Saved entries
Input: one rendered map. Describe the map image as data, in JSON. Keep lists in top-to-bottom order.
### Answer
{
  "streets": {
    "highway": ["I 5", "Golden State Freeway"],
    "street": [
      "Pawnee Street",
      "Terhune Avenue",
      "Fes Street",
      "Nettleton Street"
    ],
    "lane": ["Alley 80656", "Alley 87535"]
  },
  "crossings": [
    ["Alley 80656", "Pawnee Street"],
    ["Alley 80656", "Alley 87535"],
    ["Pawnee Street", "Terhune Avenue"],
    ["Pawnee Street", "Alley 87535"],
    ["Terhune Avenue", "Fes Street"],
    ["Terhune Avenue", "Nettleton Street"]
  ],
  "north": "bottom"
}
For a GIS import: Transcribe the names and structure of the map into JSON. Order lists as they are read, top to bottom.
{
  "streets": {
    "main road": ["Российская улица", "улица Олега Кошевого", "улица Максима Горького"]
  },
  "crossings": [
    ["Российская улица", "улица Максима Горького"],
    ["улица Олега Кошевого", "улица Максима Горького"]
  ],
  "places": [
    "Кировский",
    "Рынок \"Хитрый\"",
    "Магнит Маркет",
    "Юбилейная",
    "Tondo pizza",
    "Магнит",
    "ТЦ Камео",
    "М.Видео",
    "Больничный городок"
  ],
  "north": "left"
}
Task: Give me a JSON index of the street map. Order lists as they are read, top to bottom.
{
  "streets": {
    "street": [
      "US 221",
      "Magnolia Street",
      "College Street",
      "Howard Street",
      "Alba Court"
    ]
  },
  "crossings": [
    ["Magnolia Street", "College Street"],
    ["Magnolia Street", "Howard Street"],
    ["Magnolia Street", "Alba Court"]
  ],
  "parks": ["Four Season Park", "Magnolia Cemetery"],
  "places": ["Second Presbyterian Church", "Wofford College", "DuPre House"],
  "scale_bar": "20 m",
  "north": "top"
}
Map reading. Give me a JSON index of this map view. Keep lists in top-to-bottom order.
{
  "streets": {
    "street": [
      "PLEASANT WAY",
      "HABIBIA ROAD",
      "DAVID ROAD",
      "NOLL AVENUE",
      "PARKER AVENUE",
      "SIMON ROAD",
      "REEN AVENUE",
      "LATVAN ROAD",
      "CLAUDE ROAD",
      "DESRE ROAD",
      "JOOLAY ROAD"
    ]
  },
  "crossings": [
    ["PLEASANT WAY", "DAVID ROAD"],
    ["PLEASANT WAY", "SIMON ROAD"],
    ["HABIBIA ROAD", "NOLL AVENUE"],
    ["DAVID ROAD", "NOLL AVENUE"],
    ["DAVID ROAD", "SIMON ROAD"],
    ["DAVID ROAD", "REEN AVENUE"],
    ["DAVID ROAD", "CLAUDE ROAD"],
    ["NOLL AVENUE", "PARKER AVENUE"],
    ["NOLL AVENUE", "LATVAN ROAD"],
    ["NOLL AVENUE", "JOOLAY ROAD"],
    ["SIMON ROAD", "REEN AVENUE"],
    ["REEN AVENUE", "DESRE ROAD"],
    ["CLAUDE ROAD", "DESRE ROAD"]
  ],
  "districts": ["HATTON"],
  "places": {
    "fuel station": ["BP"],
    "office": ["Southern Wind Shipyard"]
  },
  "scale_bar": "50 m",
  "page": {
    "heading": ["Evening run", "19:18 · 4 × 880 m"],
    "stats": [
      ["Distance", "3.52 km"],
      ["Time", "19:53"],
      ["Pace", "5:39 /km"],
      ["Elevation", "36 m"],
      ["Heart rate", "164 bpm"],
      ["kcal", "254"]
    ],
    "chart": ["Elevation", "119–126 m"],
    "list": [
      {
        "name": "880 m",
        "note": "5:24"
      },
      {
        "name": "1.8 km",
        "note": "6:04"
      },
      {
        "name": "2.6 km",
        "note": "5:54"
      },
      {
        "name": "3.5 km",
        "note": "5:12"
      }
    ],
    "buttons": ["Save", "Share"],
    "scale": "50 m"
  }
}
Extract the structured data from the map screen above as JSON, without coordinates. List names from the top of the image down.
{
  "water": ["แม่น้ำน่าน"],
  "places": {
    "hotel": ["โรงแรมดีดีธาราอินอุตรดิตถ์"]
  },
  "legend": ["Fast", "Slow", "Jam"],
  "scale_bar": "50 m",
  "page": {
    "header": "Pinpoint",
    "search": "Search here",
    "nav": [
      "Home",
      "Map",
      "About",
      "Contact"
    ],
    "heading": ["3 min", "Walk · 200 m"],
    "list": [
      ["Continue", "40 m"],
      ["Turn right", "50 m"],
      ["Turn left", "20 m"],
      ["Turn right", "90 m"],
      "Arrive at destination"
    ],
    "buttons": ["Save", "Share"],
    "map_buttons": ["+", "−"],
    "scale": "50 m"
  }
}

Problem to work on: For each line in the records that contains the word "Terhune", make a copy.

Answer space:
      "Terhune Avenue",
    ["Pawnee Street", "Terhune Avenue"],
    ["Terhune Avenue", "Fes Street"],
    ["Terhune Avenue", "Nettleton Street"]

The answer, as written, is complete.